# Finished Another Bike To Add To My Collection



## Howard Gordon (Mar 6, 2016)

1937 Cleveland Welding, Roadmaster, badged "Buckeye",  All chrome model. I chromed most of the normal bright parts, but cheated by chrome, powder coating, the sheet metal. About the same look, for a fraction of the costs. It's a cool bike that I'm proud to own, but it's value doesn't warrant hundreds of extra dollars for plating. Still havin fun.


----------



## catfish (Mar 6, 2016)

Very nice !!!


----------



## tech549 (Mar 6, 2016)

howard,you do some real nice work man!!


----------



## Intense One (Mar 6, 2016)

Howard Gordon said:


> 1937 Cleveland Welding, Roadmaster, badged "Buckeye",  All chrome model. I chromed most of the normal bright parts, but cheated by chrome, powder coating, the sheet metal. About the same look, for a fraction of the costs. It's a cool bike that I'm proud to own, but it's value doesn't warrant hundreds of extra dollars for plating. Still havin fun.
> View attachment 292706 View attachment 292707



Cool ride.........silver knight rider you have


----------



## spoker (Mar 6, 2016)

WOW sanity in a somtimes insaine hobby! kool lookin bike


----------



## rocketman (Mar 6, 2016)

Howard Gordon said:


> 1937 Cleveland Welding, Roadmaster, badged "Buckeye",  All chrome model. I chromed most of the normal bright parts, but cheated by chrome, powder coating, the sheet metal. About the same look, for a fraction of the costs. It's a cool bike that I'm proud to own, but it's value doesn't warrant hundreds of extra dollars for plating. Still havin fun.
> View attachment 292706 View attachment 292707



WOW WOW........


----------



## mike j (Mar 7, 2016)

Really nice clean look. I like how you did the seat also.


----------



## azbug-i (Mar 7, 2016)

What a great looking bike!


----------



## Duchess (Mar 8, 2016)

Wow, that powder coat looks like polished alloy or maybe even chrome!


----------



## francisco (Mar 8, 2016)

Nice bicycle!


----------



## nightrider (Mar 9, 2016)

Nice bike! I also love how you did the seat! Is it just a leather cover, or a thin foam pad under the leather?
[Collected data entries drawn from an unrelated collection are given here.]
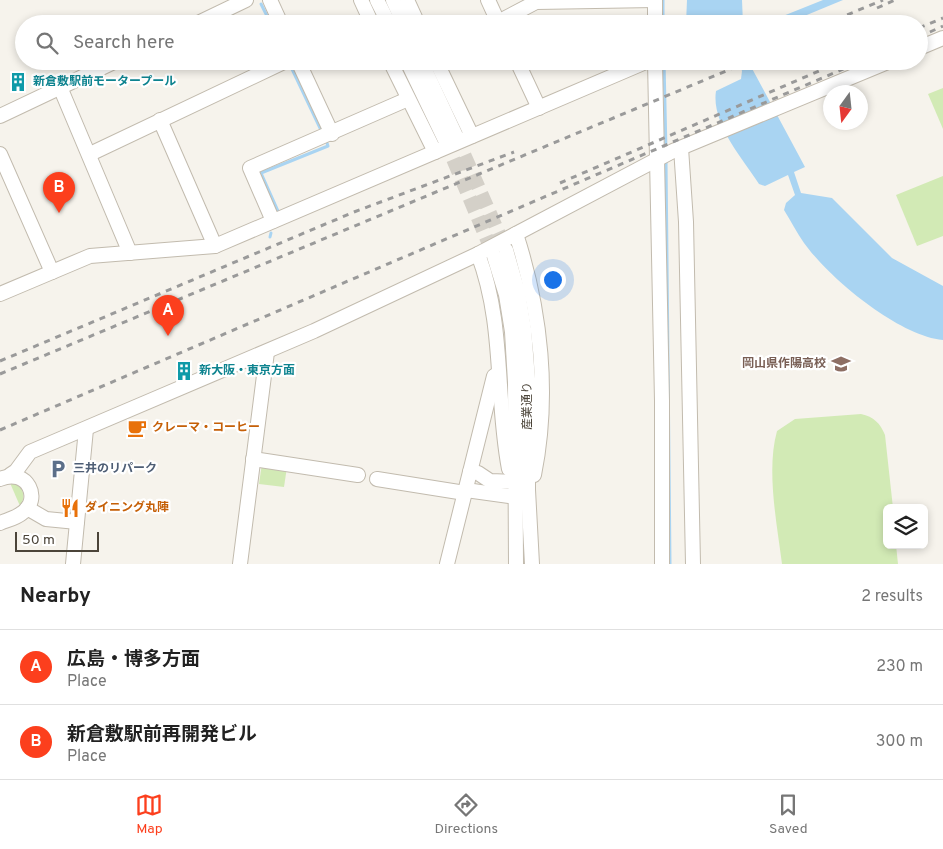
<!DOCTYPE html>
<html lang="en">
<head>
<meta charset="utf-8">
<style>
	body { margin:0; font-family:Overpass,"Noto Sans JP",sans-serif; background:#f6f6f6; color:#222 }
	.controls { position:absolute; right:15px; bottom:15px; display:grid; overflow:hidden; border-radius:8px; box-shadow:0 2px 8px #0003 }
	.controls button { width:45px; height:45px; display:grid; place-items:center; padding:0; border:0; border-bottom:1px solid #e0e0e0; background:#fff; color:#222; font:25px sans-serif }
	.compass { position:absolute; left:823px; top:85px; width:45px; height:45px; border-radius:50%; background:#fff; box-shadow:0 2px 8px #0003; rotate:195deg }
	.scale { position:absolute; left:15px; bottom:12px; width:84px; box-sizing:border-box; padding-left:5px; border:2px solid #4b4439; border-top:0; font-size:14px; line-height:18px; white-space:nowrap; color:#4b4439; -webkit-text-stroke:4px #fff; paint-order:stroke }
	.you { position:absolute; left:552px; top:279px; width:18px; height:18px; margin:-12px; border:4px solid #fff; border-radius:50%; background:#1a73e8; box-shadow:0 0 0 8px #1a73e833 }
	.badge { display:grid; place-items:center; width:32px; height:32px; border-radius:50%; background:#fc3f1d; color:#fff; font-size:16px; font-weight:700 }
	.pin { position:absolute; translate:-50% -41px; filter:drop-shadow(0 1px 2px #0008) }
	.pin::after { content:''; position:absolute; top:26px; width:18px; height:15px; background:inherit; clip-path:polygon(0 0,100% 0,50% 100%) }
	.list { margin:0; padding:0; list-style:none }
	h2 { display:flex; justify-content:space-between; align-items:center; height:65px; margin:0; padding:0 20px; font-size:21px }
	h2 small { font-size:16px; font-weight:400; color:#767676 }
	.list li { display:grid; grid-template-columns:32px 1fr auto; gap:15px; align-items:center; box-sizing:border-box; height:75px; padding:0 20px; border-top:1px solid #e0e0e0 }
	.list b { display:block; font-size:19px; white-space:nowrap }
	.list p { margin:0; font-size:16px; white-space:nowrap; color:#767676 }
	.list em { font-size:16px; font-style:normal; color:#767676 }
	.icon { flex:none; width:28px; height:28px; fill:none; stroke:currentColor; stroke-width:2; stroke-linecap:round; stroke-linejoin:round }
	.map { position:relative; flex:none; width:943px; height:564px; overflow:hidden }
	.search { position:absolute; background:#fff; box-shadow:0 2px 8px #0003; left:15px; right:15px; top:15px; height:55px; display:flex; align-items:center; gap:12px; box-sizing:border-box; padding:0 18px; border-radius:28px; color:#767676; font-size:19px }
	.sheet { height:215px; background:#fff }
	nav { display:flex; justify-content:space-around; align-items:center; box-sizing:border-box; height:70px; border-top:1px solid #e0e0e0; background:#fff; font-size:14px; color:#767676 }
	nav a { display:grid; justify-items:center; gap:2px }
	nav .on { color:#fc3f1d }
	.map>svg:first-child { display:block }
</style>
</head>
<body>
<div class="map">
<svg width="943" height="564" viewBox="0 0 943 564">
	<rect width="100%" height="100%" fill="#f6f3ec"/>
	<g fill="#d2eab5">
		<path d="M 943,88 L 943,129 L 928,94 Z"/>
		<path d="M 943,176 L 943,236 L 917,246 L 896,195 Z"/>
		<path d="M 861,414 C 874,417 880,423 885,435 L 893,508 L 887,508 L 887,545 L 896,545 L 898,564 L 782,564 C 777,524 766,470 777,431 L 795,419 Z"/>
		<path d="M 262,463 L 287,467 L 284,487 L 259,484 Z"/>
		<path d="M 10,483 C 23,484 27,496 20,506 Z"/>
	</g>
	<g fill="#a9d4f2">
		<path d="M 687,0 L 742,0 L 743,24 L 686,24 Z"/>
		<path d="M 823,0 L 843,0 L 785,24 L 763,24 Z"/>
		<path d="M 739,61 L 748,61 L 805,167 L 794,172 L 801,193 L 832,198 L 892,258 L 943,286 L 943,340 C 899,336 830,279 804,243 C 797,233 791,221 784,210 L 786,203 L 795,195 L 788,175 L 765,186 L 759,184 C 742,158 711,123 716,91 L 741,79 L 742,71 Z"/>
	</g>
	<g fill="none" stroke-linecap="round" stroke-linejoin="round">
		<g stroke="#a9d4f2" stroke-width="3">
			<path d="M 663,0 L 663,24"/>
			<path d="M 261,4 L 271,24"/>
			<path d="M 664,61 L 666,151"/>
			<path d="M 292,69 L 320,128"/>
			<path d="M 666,160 L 670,564"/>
			<path d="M 278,211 L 261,173 L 328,146 L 327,143"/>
			<path d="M 270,237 L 271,233"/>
		</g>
		<g stroke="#d4d0c8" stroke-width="14" stroke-dasharray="14 7" stroke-linecap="butt">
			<path d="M 456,136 L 506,250"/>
			<path d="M 445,140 L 494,256"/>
		</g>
		<g stroke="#c2bbae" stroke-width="16">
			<g id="minor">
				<path d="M 270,0 L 281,24"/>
				<path d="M 361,0 L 372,24"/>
				<path d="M 377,0 L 389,24"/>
				<path d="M 393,0 L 404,24"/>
				<path d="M 407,0 L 418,24"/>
				<path d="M 488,0 L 499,24"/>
				<path d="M 655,0 L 655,24"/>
				<path d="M 498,22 L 536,2 L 655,0"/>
				<path d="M 196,24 L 246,0"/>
				<path d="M 919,48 L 943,38"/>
				<path d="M 298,61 L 332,134"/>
				<path d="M 390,61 L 435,152"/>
				<path d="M 407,61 L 445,140"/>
				<path d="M 421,61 L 456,136"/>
				<path d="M 436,61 L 472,136"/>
				<path d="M 517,61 L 539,108"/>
				<path d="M 655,61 L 662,401 L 662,564"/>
				<path d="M 60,87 L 130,253"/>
				<path d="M 0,116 L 116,61"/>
				<path d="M 160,120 L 215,246"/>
				<path d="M 681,148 L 686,222 L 693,564"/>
				<path d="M 0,154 L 52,272"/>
				<path d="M 90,154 L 286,61"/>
				<path d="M 273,221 L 250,168 L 408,99"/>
				<path d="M 516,234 C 541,311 550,395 534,475"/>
				<path d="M 506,250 L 518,292 L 524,329 L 528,379 L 528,490 L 532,564"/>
				<path d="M 478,254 C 505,325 495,396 509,469"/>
				<path d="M 494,256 L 506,295 L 512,332 L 515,382 L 516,564"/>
				<path d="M 0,294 L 90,256 L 215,246 L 648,61"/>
				<path d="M 253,459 L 358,475"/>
				<path d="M 470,472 L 478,473 L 490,481 L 515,482"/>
				<path d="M 10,475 L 16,471 L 30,452 L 314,331 L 478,254 L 673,151 L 890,61"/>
				<path d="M 0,479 C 28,467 42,500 22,513 C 16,518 7,520 0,523"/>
				<path d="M 377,479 L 465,493"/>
				<path d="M 466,490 L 515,497"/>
				<path d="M 27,508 L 46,519 L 77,522"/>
				<path d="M 73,564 L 86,429"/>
				<path d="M 240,564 L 267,352"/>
				<path d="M 447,564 L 494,376 L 499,373"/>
			</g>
		</g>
		<use href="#minor" stroke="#fff" stroke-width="14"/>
		<g stroke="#9a9a9a" stroke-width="3" stroke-dasharray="6 6" stroke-linecap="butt">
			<path d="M 877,8 L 895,0"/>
			<path d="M 825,24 L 883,0"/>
			<path d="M 919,28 L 943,18"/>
			<path d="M 919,37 L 943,26"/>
			<path d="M 560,183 L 842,61"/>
			<path d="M 0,361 L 354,212 L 514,152"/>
			<path d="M 0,374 L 750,61"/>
			<path d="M 0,430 L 862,61"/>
		</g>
	</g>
	<defs>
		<g id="building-bare" transform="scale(1.5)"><path d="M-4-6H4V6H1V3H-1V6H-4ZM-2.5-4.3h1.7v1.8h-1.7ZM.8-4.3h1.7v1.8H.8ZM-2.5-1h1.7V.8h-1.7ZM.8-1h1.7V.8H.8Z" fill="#0f9aa8" stroke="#fff" stroke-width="2.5" paint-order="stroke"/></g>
		<g id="school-bare" transform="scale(1.5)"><path d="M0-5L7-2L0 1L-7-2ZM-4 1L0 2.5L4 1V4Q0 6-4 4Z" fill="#8d6e63" stroke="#fff" stroke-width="2.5" paint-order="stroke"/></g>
		<g id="cafe-bare" transform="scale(1.5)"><path d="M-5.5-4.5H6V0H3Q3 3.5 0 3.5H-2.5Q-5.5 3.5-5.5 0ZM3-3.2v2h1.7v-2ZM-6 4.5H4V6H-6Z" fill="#e8710a" stroke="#fff" stroke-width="2.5" paint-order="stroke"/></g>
		<g id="parking-bare" transform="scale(1.5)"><path d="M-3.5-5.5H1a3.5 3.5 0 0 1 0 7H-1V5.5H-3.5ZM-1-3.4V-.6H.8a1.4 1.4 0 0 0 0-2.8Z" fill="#5c6f8a" stroke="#fff" stroke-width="2.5" paint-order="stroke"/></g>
		<g id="restaurant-bare" transform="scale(1.5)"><path d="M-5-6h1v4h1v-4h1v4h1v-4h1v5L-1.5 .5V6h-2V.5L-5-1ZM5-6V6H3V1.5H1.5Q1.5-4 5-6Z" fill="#e8710a" stroke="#fff" stroke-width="2.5" paint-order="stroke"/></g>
	</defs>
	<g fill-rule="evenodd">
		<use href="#building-bare" x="18" y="82"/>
		<use href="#school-bare" x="841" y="364"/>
		<use href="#building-bare" x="184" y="371"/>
		<use href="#cafe-bare" x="137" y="428"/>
		<use href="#parking-bare" x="58" y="469"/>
		<use href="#restaurant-bare" x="70" y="508"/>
	</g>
	<g text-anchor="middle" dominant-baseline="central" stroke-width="4.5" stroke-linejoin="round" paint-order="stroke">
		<g font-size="12" font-weight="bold" fill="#0d838f" stroke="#fff" text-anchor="start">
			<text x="33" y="82">新倉敷駅前モータープール</text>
			<text x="199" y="371">新大阪・東京方面</text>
		</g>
		<g font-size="12" font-weight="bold" fill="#785e54" stroke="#fff" text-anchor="end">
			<text x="826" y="364">岡山県作陽高校</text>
		</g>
		<g font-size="12" fill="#4b4439" stroke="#fff">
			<text transform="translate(528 406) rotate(-90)">産業通り</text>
		</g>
		<g font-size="12" font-weight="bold" fill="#c56008" stroke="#fff" text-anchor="start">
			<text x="152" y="428">クレーマ・コーヒー</text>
			<text x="85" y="508">ダイニング丸陣</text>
		</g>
		<g font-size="12" font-weight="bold" fill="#4e5e75" stroke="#fff" text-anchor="start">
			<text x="73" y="469">三井のリパーク</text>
		</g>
	</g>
</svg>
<div class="controls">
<button><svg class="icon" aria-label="layers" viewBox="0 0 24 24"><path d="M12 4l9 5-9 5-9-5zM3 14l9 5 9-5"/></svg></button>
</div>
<svg class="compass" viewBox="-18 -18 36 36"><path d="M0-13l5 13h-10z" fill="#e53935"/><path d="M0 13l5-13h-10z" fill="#767676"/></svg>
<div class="scale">50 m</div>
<div class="you"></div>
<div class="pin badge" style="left:168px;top:336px">A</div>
<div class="pin badge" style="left:59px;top:213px">B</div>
<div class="search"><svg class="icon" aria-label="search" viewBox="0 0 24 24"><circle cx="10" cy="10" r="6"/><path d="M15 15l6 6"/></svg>Search here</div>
</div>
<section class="sheet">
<h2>Nearby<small>2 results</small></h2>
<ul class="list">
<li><span class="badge">A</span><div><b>広島・博多方面</b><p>Place</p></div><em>230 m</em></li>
<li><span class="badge">B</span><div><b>新倉敷駅前再開発ビル</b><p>Place</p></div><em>300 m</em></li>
</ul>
</section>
<nav>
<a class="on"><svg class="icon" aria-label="map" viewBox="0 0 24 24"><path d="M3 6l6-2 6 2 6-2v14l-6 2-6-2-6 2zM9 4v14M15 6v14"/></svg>Map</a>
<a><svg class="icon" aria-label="directions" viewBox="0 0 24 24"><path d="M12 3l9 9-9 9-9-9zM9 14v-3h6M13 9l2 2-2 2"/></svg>Directions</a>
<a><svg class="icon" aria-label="saved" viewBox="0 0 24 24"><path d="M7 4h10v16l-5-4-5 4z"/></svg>Saved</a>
</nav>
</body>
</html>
Awesome job.
Johnny


----------



## Howard Gordon (Mar 9, 2016)

nightrider said:


> Nice bike! I also love how you did the seat! Is it just a leather cover, or a thin foam pad under the leather? Awesome job.
> Johnny



seat is padded and comfy


----------



## jmastuff (Mar 10, 2016)

great job.


----------



## dodgerblue (Mar 10, 2016)

Fantastic work...


----------



## Boris (Mar 20, 2016)

Shiny. Great job Howard!


----------



## Hobo Bill (Mar 21, 2016)

what a TOOT...congrats....


----------



## Barto (Mar 21, 2016)

Now that's a Purdy bike


----------



## CWCMAN (Mar 22, 2016)

I'd be proud to own that too.

Looks great Howard!

Lets see a close up of the badge please..


----------



## Joe Buffardi (Mar 23, 2016)

Beautiful work!!


----------



## Obi-Wan Schwinnobi (Mar 23, 2016)

The powder coat looks legit! Wow

Sent from my SM-G920V using Tapatalk


----------



## Howard Gordon (Mar 24, 2016)

Close-up of head badge per request.


----------



## CWCMAN (Mar 24, 2016)

Thanks Howard,
I Hadn't seen that badge before. Very nice!


----------



## Pappy (Mar 29, 2016)

Well Done!,Mr. Gordon.


----------



## Hawthornecrazy (Mar 31, 2016)

Absolutely awesome looking bike. Great work!!!


----------